**Your goal:** In the material below, the required lines run from the one containing "width:20px; border:1px solid" through the one containing "position:absolute; left:580px; top:1184px;". Copy those lines exactly, ends included, and nothing else.

---*---

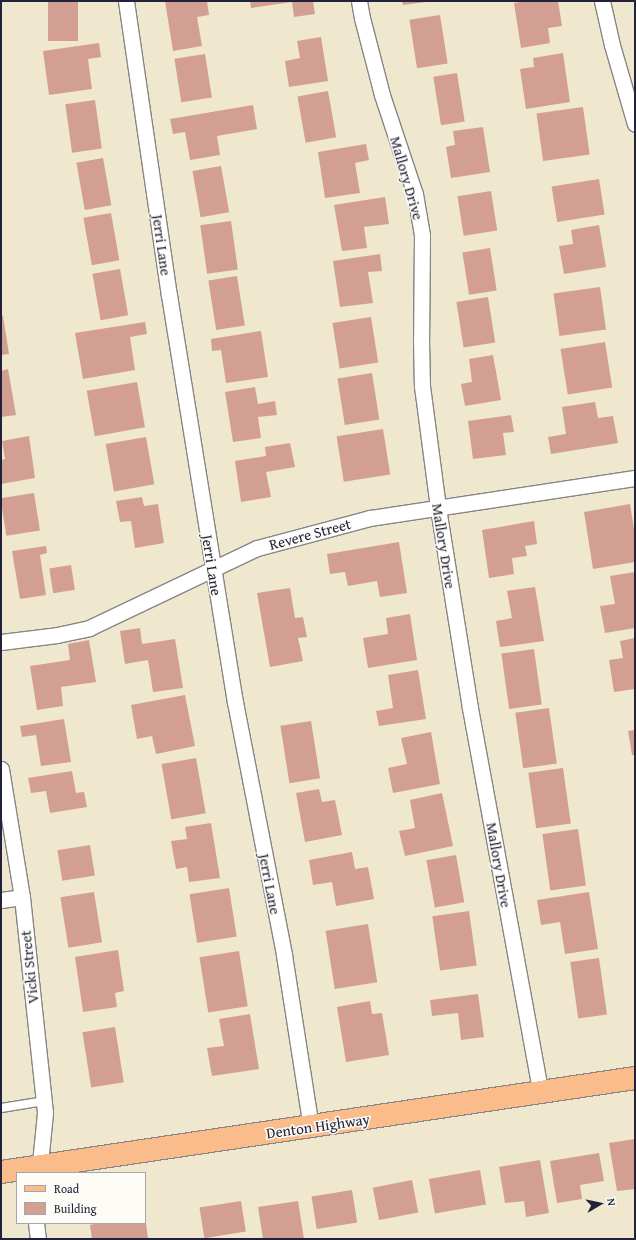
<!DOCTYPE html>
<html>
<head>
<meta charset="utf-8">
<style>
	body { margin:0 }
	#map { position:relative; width:636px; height:1240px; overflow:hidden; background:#efe8ce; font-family:"Gentium Book Plus",serif }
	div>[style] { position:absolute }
	.building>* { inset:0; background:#d39f92; transform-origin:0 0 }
	.roads { filter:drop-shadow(1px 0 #888584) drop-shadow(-1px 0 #888584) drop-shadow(0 1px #888584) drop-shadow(0 -1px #888584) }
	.lane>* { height:8px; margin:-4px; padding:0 4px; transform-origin:4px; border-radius:4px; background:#fff }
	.street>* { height:15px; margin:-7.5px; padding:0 7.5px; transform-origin:7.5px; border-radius:7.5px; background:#fff }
	.primary>* { height:22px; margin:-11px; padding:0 11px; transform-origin:11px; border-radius:11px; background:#fabc8b }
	span { translate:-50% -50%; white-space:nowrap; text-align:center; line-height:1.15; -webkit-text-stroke:3px #fdfcf7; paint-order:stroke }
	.street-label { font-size:15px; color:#22223b }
	.frame { position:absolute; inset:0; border:2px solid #22223b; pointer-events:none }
	.legend { position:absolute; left:16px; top:1172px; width:130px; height:52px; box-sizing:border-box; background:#fdfcf7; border:1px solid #a5a5ac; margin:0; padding:5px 7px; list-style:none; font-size:12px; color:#22223b }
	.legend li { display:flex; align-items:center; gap:8px; height:20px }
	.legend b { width:20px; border:1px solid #a5a5ac }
	.north { position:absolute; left:580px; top:1184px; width:40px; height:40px; -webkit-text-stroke:3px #fdfcf7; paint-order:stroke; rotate:81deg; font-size:11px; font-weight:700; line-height:16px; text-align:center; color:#22223b }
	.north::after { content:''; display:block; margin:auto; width:14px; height:18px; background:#22223b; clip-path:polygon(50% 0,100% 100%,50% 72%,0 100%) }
</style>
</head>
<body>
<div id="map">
	<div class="building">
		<i style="left:48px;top:1px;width:30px;height:40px"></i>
		<i style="clip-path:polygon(165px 1px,207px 1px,209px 15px,197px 17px,202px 46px,173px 51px)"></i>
		<i style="clip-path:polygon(250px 1px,313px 1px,315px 14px,294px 17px,292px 2px,251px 8px)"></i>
		<i style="clip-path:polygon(402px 1px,426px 1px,426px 2px,403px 5px)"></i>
		<i style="clip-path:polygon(527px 1px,558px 1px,562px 26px,548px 28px,550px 43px,521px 48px,514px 3px)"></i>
		<i style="left:440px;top:15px;width:49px;height:31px;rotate:81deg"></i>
		<i style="clip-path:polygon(321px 37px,328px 81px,289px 87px,285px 61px,300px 58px,297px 41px)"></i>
		<i style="clip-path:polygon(99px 43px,101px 57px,88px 59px,92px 89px,49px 95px,43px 51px)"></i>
		<i style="clip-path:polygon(563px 53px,570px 102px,526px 109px,520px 69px,534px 67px,533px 58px)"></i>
		<i style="left:205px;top:54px;width:44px;height:31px;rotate:81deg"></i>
		<i style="left:457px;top:73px;width:49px;height:24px;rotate:81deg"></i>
		<i style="left:328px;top:91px;width:47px;height:31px;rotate:80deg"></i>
		<i style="left:95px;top:100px;width:49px;height:30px;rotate:82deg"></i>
		<i style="clip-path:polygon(253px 105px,257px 129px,217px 136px,220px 155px,190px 160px,185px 132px,173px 134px,170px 119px)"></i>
		<i style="left:583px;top:107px;width:48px;height:47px;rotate:82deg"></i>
		<i style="clip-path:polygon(483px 127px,490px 172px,451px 178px,446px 147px,455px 145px,453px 131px)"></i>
		<i style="clip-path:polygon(366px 144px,369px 160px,355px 163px,360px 193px,325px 198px,318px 152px)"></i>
		<i style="left:103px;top:158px;width:48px;height:27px;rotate:80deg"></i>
		<i style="left:221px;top:166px;width:47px;height:29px;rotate:80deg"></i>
		<i style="left:599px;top:179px;width:36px;height:48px;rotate:81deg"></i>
		<i style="left:491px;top:191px;width:40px;height:34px;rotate:81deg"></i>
		<i style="clip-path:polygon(385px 197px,389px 224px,364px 227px,367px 248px,342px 251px,334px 205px)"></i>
		<i style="left:111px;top:213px;width:48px;height:28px;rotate:80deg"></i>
		<i style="left:231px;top:221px;width:49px;height:31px;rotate:82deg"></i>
		<i style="clip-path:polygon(599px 225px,606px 267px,564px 274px,559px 246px,573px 244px,571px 230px)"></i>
		<i style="left:490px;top:248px;width:43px;height:28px;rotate:81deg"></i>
		<i style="clip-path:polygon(380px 254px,382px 271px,368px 272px,373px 303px,340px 307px,333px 261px)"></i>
		<i style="left:120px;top:269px;width:47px;height:28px;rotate:80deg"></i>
		<i style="left:237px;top:276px;width:50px;height:29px;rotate:81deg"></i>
		<i style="left:600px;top:287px;width:43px;height:47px;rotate:82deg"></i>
		<i style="left:488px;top:297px;width:46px;height:32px;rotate:81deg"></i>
		<i style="clip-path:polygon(1px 316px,3px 316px,9px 354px,1px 355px)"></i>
		<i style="left:371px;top:317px;width:46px;height:39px;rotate:81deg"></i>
		<i style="clip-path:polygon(145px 322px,147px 334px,130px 337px,135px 370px,83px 379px,75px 333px)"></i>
		<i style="clip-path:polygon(261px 331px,268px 377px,226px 383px,221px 350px,212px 351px,211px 339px)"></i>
		<i style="left:605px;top:342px;width:46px;height:45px;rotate:81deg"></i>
		<i style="clip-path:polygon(493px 355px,501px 400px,465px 406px,461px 384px,472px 382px,469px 359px)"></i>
		<i style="clip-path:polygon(8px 369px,16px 415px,1px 417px,1px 371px)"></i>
		<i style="left:372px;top:373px;width:47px;height:35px;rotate:81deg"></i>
		<i style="left:137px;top:382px;width:46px;height:51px;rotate:80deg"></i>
		<i style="clip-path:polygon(255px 387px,258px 404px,275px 401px,277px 415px,258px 417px,261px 438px,233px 442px,225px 392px)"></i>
		<i style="clip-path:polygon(595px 402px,598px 418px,613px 416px,618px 443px,551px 454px,548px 437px,566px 434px,562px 407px)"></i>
		<i style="clip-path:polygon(511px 415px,514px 432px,503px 433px,506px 455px,473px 459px,468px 421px)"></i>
		<i style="left:383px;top:429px;width:46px;height:47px;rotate:81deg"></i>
		<i style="clip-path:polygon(29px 436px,35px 478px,1px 484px,1px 460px,5px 459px,2px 441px)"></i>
		<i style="left:146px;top:437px;width:48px;height:41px;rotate:80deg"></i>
		<i style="clip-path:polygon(290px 443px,295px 467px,266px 472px,271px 497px,241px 502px,235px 461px,266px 456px,265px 447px)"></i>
		<i style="left:34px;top:493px;width:38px;height:34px;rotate:81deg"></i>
		<i style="clip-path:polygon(142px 497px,144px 506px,158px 504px,164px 543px,135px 548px,131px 521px,120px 522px,116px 501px)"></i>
		<i style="clip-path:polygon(630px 504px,635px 535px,635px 562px,593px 569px,584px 512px)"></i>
		<i style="clip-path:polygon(534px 521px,537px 544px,525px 546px,527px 556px,512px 558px,514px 574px,489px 578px,482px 530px)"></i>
		<i style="clip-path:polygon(399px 542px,407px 593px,380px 597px,377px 581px,348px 586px,345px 572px,330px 574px,327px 554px)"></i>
		<i style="clip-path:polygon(46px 546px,47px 553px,40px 555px,46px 595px,20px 599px,12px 551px)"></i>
		<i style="left:71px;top:565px;width:25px;height:22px;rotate:81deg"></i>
		<i style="clip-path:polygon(635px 572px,635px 628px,605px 633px,600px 606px,615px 604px,610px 576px)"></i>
		<i style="clip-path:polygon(535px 587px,544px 641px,500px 647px,496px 621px,512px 618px,507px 591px)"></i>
		<i style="clip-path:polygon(290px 588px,295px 618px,303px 617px,307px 637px,298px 638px,303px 661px,270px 667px,257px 593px)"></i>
		<i style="clip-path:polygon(410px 614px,417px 660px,368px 668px,363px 638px,388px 634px,386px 618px)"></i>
		<i style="clip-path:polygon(140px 628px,142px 644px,175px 639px,183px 688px,153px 692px,148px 660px,125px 664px,120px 631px)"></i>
		<i style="clip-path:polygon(635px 638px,635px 689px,614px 692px,609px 660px,623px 658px,620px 641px)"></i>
		<i style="clip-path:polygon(89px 640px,96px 682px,61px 687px,63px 706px,37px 710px,30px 666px,70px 660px,68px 644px)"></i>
		<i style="left:534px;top:649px;width:56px;height:33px;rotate:82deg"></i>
		<i style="clip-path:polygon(418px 670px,426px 719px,379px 726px,376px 711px,393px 708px,388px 675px)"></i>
		<i style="clip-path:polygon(185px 695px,195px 746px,156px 754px,152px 736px,137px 739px,131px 705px)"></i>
		<i style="left:549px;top:708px;width:56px;height:34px;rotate:82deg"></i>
		<i style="clip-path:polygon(64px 719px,71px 762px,41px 766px,36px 735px,22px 737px,20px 726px)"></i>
		<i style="left:311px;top:721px;width:58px;height:31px;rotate:81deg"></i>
		<i style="clip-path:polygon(635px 730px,635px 755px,632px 755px,628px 731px)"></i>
		<i style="clip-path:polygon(431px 732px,440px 784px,393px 793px,388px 768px,407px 764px,401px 738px)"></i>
		<i style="left:196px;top:758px;width:56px;height:35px;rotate:80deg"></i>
		<i style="left:563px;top:768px;width:56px;height:35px;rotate:82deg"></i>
		<i style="clip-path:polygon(72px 771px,76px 793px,84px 792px,87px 807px,50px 813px,46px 791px,31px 793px,28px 778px)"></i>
		<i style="clip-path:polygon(319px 789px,322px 802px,335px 800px,342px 835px,305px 842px,296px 793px)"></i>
		<i style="clip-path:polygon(442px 793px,453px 846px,405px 856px,399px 831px,415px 828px,410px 800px)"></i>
		<i style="clip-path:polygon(211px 823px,220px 878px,189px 882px,187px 867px,176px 869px,171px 841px,187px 839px,185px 827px)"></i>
		<i style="left:578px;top:829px;width:57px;height:36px;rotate:82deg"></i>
		<i style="left:90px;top:845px;width:31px;height:33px;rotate:81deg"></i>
		<i style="clip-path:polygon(352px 852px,355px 869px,368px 867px,374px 899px,336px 906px,332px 882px,313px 885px,309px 860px)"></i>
		<i style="left:456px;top:855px;width:48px;height:30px;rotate:80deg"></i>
		<i style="left:229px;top:888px;width:49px;height:40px;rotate:81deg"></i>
		<i style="left:94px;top:892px;width:51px;height:34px;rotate:81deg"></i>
		<i style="clip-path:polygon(589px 892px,598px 949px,565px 954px,560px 922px,541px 925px,537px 900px)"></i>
		<i style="left:469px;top:911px;width:55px;height:37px;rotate:82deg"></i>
		<i style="left:368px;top:924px;width:59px;height:43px;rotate:81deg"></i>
		<i style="clip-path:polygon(118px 950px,124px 991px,115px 993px,117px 1007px,83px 1012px,75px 957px)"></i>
		<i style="left:239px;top:951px;width:56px;height:40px;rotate:81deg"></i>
		<i style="left:599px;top:958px;width:57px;height:29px;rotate:82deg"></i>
		<i style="clip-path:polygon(478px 994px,484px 1037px,461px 1040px,458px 1013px,432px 1016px,430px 1000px)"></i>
		<i style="clip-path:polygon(370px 1001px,372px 1014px,382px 1013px,389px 1055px,346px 1062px,337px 1007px)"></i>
		<i style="clip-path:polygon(250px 1014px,259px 1069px,212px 1076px,207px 1048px,224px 1046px,219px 1019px)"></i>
		<i style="left:115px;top:1027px;width:56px;height:33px;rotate:81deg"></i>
		<i style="clip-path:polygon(635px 1139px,635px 1189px,617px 1191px,609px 1143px)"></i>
		<i style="clip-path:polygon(599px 1153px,604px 1181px,580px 1185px,582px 1199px,557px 1203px,550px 1161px)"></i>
		<i style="clip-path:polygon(540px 1160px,549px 1213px,526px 1217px,524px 1201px,505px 1203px,499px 1167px)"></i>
		<i style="left:480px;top:1170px;width:35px;height:52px;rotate:80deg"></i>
		<i style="left:412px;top:1180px;width:33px;height:40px;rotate:79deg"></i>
		<i style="left:352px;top:1190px;width:33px;height:41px;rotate:81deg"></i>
		<i style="left:241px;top:1201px;width:31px;height:42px;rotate:81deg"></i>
		<i style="clip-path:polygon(298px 1201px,304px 1239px,263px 1239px,258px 1207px)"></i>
		<i style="clip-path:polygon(99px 1223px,146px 1223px,148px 1239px,92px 1239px,90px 1225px)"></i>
	</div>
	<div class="roads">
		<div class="lane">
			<i style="left:1px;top:1108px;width:44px;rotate:-9.2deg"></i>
		</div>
		<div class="street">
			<i style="left:126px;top:1px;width:297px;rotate:81.7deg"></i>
			<i style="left:169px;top:295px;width:412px;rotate:80.8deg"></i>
			<i style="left:235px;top:702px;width:258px;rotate:79deg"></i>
			<i style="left:284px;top:955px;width:174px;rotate:81.1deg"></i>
			<i style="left:359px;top:1px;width:17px;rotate:80deg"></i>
			<i style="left:362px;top:18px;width:80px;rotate:75.4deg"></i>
			<i style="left:382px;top:95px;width:104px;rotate:71.6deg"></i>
			<i style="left:415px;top:194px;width:42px;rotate:80.3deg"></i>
			<i style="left:422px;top:235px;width:105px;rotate:90.5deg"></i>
			<i style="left:421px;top:340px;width:46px;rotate:88.8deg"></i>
			<i style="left:422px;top:386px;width:123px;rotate:82.5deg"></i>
			<i style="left:438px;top:508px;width:203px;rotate:80.9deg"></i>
			<i style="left:470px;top:708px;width:391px;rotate:79.6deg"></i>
			<i style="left:602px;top:1px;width:45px;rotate:77.2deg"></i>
			<i style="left:612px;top:45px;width:82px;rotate:73.8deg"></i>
			<i style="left:1px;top:642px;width:56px;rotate:-7.1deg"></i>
			<i style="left:57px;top:635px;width:33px;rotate:-12deg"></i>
			<i style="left:89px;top:628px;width:186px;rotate:-25.5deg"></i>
			<i style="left:257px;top:548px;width:117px;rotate:-14.9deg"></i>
			<i style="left:370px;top:518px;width:268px;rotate:-8.6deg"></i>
			<i style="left:1px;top:769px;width:130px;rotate:80.7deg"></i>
			<i style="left:22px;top:897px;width:217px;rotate:83.9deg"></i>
			<i style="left:45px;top:1113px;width:60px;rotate:95.7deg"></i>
			<i style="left:1px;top:900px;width:21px;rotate:-8deg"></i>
			<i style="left:36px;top:1223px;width:16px;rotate:83deg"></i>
		</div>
		<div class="primary">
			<i style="left:1px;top:1172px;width:641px;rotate:-8.43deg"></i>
		</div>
	</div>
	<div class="street-label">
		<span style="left:407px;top:178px;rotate:74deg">Mallory Drive</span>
		<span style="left:162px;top:245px;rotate:82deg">Jerri Lane</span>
		<span style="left:310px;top:534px;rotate:-15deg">Revere Street</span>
		<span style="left:444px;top:546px;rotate:81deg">Mallory Drive</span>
		<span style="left:212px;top:565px;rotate:81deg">Jerri Lane</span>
		<span style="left:499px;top:865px;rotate:80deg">Mallory Drive</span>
		<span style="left:270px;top:884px;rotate:79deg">Jerri Lane</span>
		<span style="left:29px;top:967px;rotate:-96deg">Vicki Street</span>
		<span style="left:318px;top:1126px;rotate:-8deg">Denton Highway</span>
	</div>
	<div class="frame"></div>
	<ul class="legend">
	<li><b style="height:5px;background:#fabc8b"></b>Road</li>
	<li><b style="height:11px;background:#d39f92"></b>Building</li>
	</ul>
	<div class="north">N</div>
</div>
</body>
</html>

---*---

**Expected output:**
	.legend b { width:20px; border:1px solid #a5a5ac }
	.north { position:absolute; left:580px; top:1184px; width:40px; height:40px; -webkit-text-stroke:3px #fdfcf7; paint-order:stroke; rotate:81deg; font-size:11px; font-weight:700; line-height:16px; text-align:center; color:#22223b }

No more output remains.